**WHAT THE TASK ASKS:** Check every line of the data below for the word "Input". Copy the ones that have it.
==== RECORD SET ====
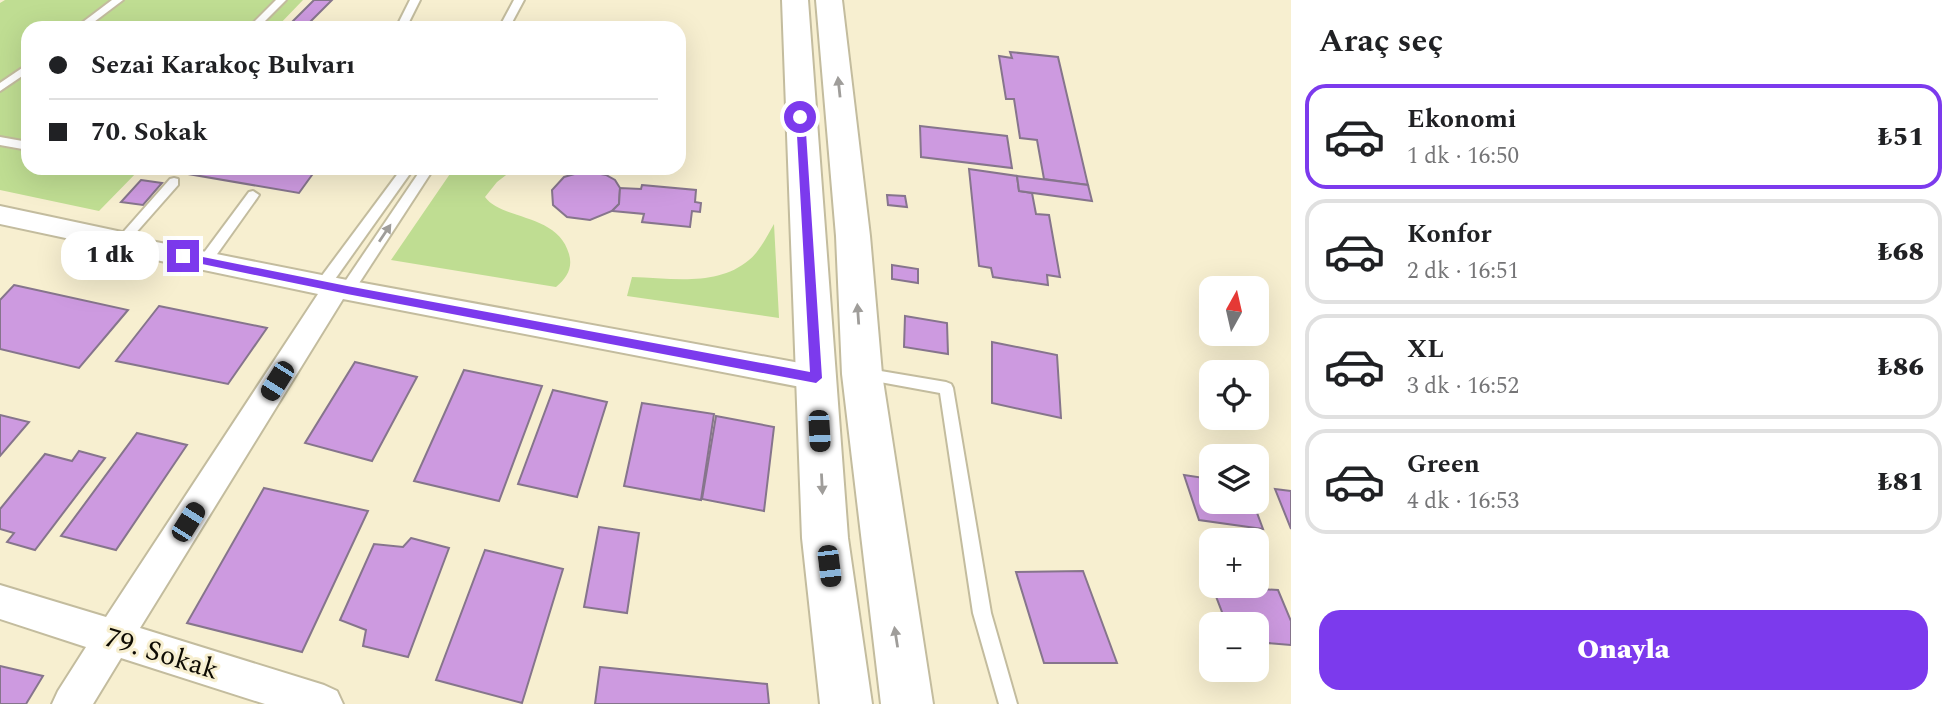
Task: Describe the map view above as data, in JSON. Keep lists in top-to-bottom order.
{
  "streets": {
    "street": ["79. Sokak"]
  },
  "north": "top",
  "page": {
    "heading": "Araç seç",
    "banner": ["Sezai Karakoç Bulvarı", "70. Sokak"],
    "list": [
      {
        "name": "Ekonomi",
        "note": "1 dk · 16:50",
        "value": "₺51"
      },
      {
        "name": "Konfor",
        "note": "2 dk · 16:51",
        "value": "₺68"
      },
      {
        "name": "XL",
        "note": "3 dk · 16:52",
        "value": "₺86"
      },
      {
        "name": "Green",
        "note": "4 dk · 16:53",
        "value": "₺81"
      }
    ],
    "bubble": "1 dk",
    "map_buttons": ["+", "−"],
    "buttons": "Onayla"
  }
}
====
==== RECORD SET ====
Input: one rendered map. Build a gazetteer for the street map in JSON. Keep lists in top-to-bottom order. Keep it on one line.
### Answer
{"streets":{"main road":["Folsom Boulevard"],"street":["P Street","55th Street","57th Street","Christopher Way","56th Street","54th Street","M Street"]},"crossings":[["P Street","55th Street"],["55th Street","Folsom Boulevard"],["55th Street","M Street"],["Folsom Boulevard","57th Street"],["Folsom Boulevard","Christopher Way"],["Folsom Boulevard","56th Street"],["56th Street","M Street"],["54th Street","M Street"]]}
====
==== RECORD SET ====
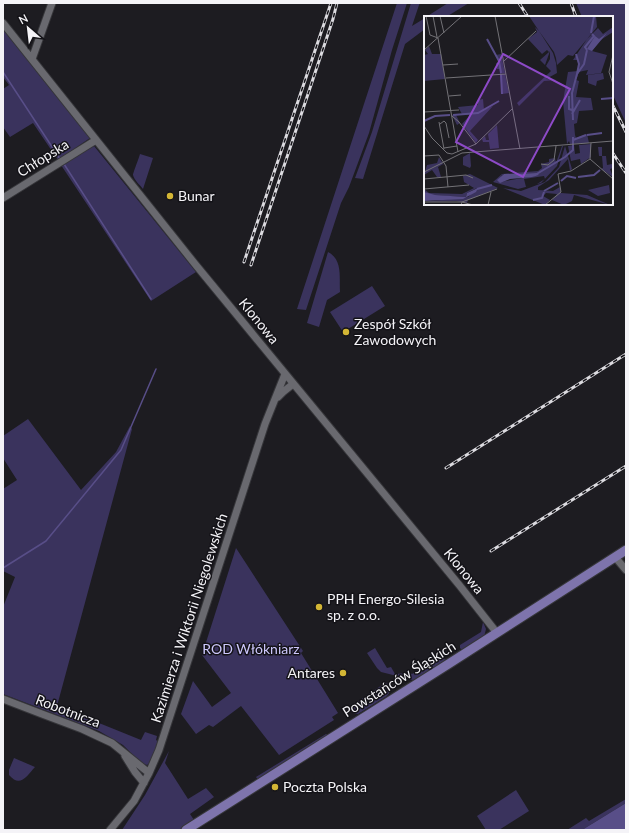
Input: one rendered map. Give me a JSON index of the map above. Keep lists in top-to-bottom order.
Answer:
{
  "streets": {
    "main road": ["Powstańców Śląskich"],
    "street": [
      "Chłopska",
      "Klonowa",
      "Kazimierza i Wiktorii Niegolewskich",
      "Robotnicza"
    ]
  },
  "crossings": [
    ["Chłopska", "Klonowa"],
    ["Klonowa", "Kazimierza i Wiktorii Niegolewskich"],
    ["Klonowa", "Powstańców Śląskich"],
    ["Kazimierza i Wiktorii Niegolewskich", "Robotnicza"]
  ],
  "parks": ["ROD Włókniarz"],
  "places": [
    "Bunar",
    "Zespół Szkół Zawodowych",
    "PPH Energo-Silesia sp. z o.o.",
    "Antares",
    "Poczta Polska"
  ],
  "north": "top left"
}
====
**RESULT OF THE TASK:**
Input: one rendered map. Build a gazetteer for the street map in JSON. Keep lists in top-to-bottom order. Keep it on one line.
Input: one rendered map. Give me a JSON index of the map above. Keep lists in top-to-bottom order.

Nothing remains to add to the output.